The idea is not that different from what we mean by "a gleam in your father's eye". God contemplates Himself and the Son is that image. Unlike our imaginations, which remain safely in our minds without some sort of effort, God's understanding of Himself is made manifest. The Son existed before He was incarnated as Jesus because God has always been delighting in Himself. Edwards argues that a duplicity is necessary for God to be the object of His own delight.
The Spirit perfects action
Finally, the Spirit is the manifestation of God's own affection for Himself. Now it must be admitted that this is certainly a strange Person. But Edwards argues that this is exactly the sort of Person we see in the Bible. He concludes from 1 John 4:8, which states that God is love, that the embodiment of the love between the Father and the Son is the Spirit. We note, in passing, that Edwards affirms the filioque because the love, delight, honor, glory, and so on between the First and Second Persons is mutual.

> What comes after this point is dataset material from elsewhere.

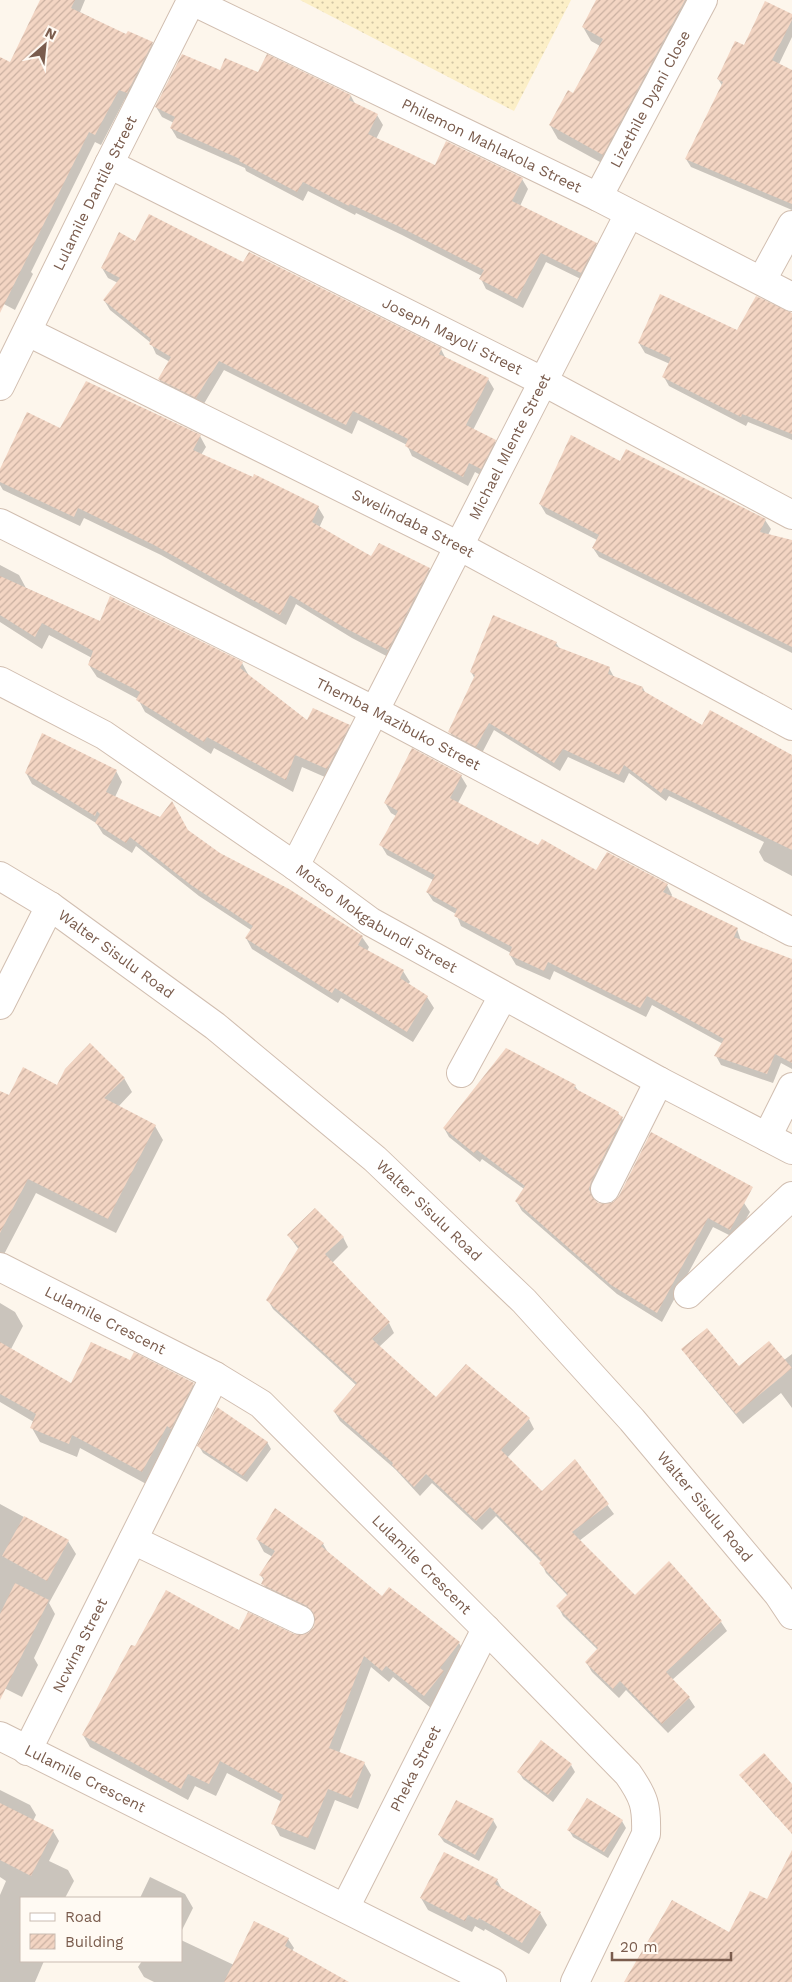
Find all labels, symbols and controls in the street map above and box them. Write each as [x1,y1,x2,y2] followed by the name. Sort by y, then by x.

According to Edwards, these are not feelings, but actions. The interaction between Father and Son is also perfect, so like God's understanding of Himself, it too is manifest as the Third Person. The essay notes that Paul passes on grace, peace, and mercy from the Father and Son, but never the Spirit. In addition, the Father and Son express their affection for each other, but never for the Spirit. One solution to these puzzles is to conclude that the Spirit is God's love.
Perichoresis
In order to explain why at least two Persons must exist, Edwards notes the (then) common notion that "God is infinitely happy in the enjoyment of Himself". From that idea, he deduces:
However, if God beholds Himself so as thence to have delight and joy in Himself He must become his own object. There must be a duplicity. There is God and the idea of God.

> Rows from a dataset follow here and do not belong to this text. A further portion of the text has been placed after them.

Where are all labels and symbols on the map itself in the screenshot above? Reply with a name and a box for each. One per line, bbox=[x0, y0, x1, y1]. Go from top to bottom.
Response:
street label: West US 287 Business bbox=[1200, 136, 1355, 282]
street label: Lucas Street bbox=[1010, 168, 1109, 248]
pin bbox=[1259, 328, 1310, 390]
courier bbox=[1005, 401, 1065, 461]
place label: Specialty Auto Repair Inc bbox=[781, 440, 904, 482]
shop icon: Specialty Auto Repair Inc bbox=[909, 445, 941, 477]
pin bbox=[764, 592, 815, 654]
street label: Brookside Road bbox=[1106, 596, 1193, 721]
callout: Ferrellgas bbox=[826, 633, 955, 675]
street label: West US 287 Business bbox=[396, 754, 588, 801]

The argument is philosophical, by the way, not grammatical, as it marries the ontological argument with the conception of God's self-enjoyment. Edwards was not the first to extrapolate that the Spirit is the action of love between the Father and the Son:
If, as is properly understood, the Father is he who kisses, the Son he who is kissed, then it cannot be wrong to see in the kiss the Holy Spirit, for he is the imperturbable peace of the Father and the Son, their unshakable bond, their undivided love, their indivisible unity.—St. Bernard of Clairvaux, in Sermon 8, Sermons on the Song of Songs
Of course, these are mere illustrations of the intimacy (perichoresis) that the members of the Trinity enjoy. Going back to Paul himself, Christians have wrestled with this great mystery.
Conclusion
Jonathan Edwards was the first to point out that he did not propose to make the mystery of the Trinity unmysterious. The degree you accept that ideas perfected become "real" is the degree you are likely to accept this formulation. However, it does insist on exactly three Persons since it requires God to be object, subject, and verb of the sentence: God delights in Himself.